-- WHAT YOU HAVE TO DO --
Give an exact copy of the data that follows, but none of its pictures.

Stored data entries
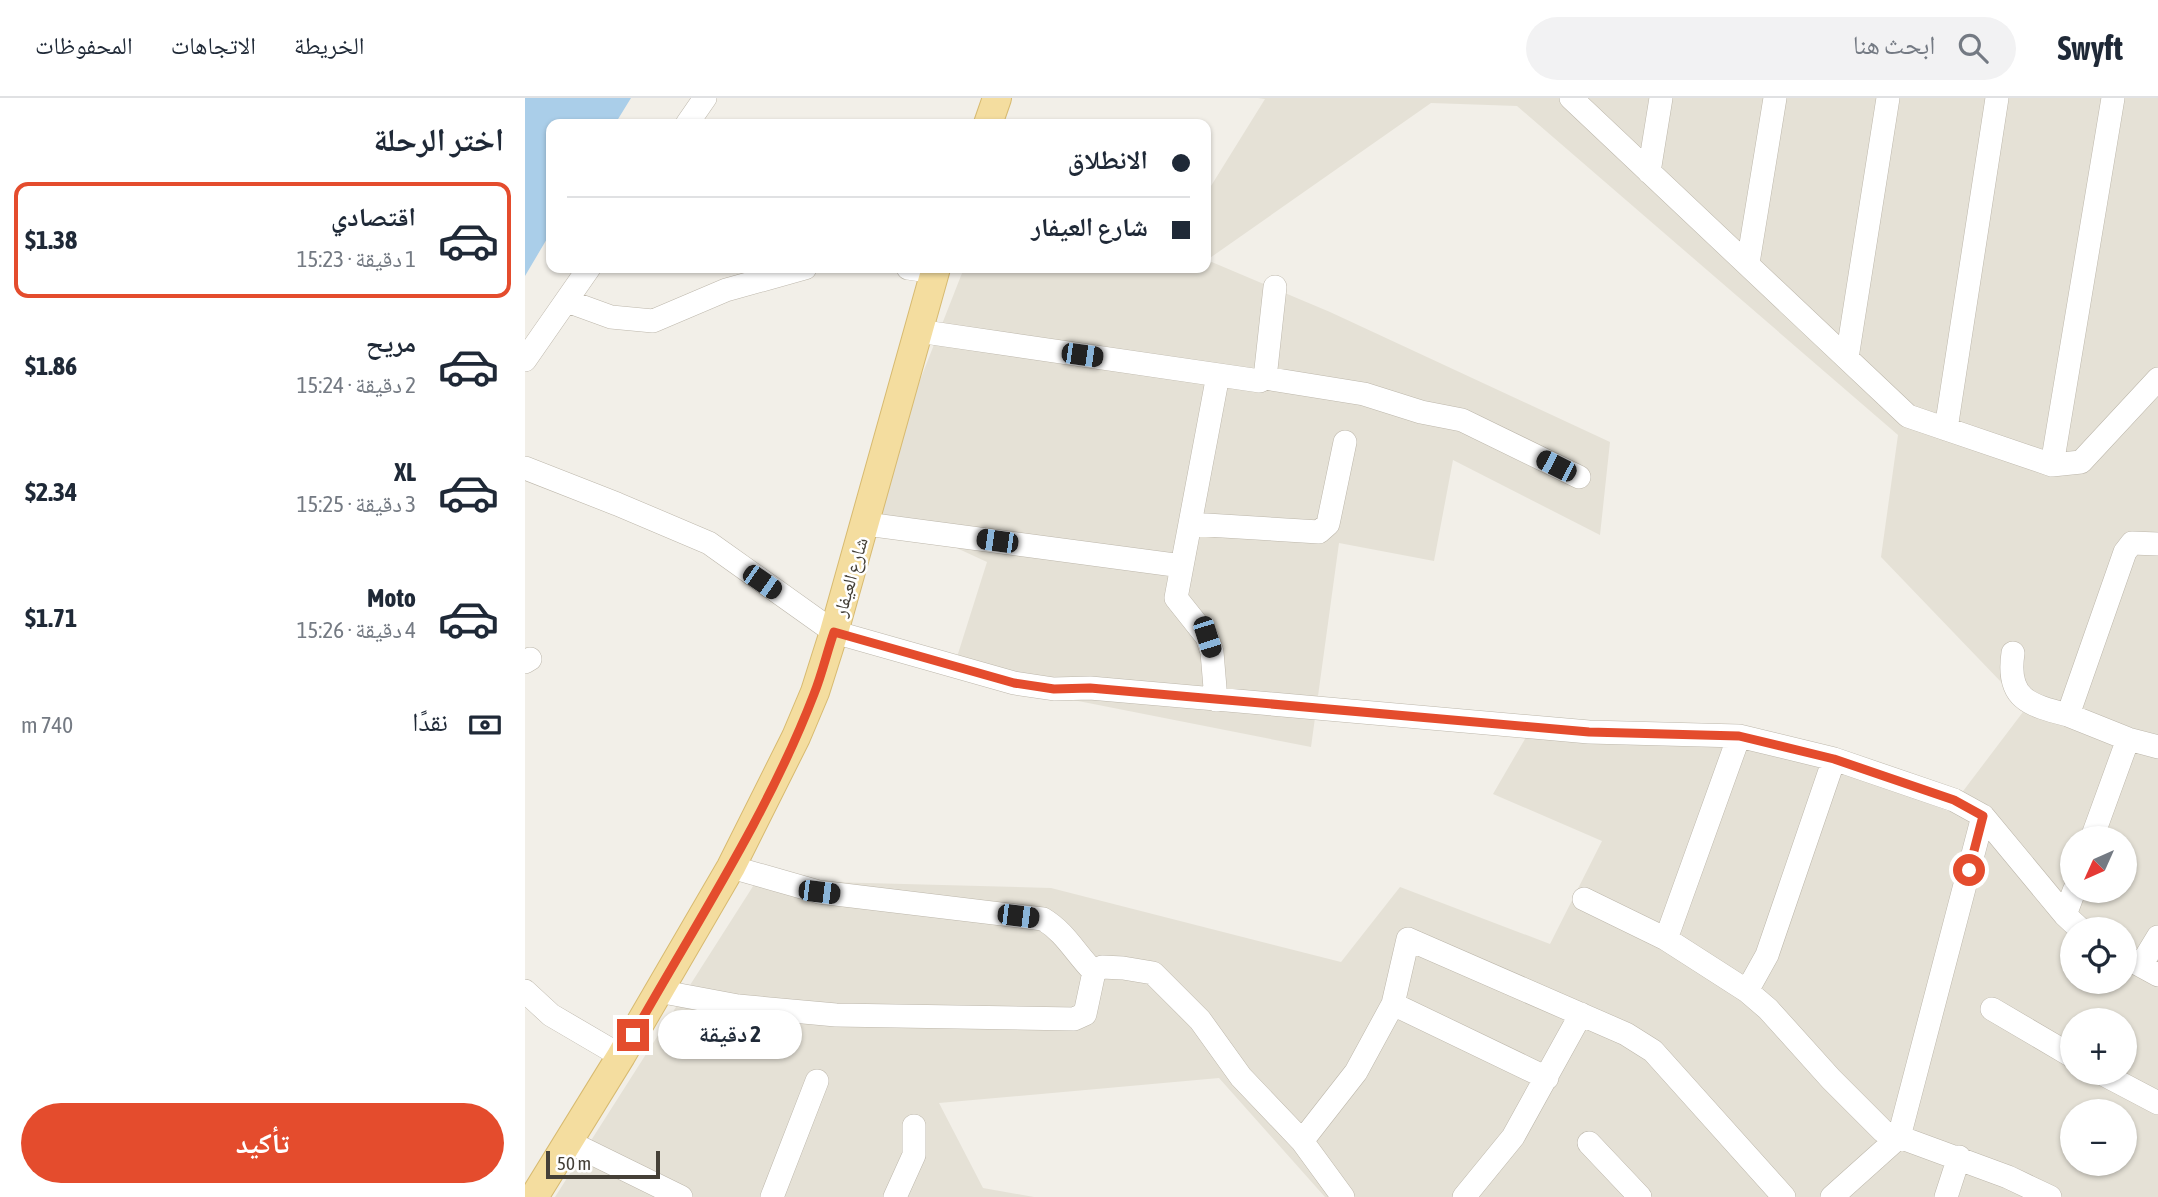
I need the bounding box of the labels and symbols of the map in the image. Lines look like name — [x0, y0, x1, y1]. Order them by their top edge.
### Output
car — [1060, 342, 1105, 368]
car — [1533, 447, 1580, 485]
car — [975, 528, 1020, 554]
street label: شارع العيفار — [828, 535, 873, 620]
car — [739, 561, 786, 603]
car — [1191, 614, 1224, 660]
north arrow — [2060, 826, 2137, 903]
route start — [1953, 854, 1985, 886]
car — [797, 879, 842, 905]
car — [996, 903, 1041, 929]
callout: 2 دقيقة — [657, 1010, 801, 1060]
route end — [617, 1019, 649, 1051]
scale bar — [546, 1148, 660, 1180]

-- ANSWER SECTION --
I need the bounding box of the labels and symbols of the map in the image. Lines look like name — [x0, y0, x1, y1]. Order them by their top edge.
### Output
car — [1060, 342, 1105, 368]
car — [1533, 447, 1580, 485]
car — [975, 528, 1020, 554]
street label: شارع العيفار — [828, 535, 873, 620]
car — [739, 561, 786, 603]
car — [1191, 614, 1224, 660]
north arrow — [2060, 826, 2137, 903]
route start — [1953, 854, 1985, 886]
car — [797, 879, 842, 905]
car — [996, 903, 1041, 929]
callout: 2 دقيقة — [657, 1010, 801, 1060]
route end — [617, 1019, 649, 1051]
scale bar — [546, 1148, 660, 1180]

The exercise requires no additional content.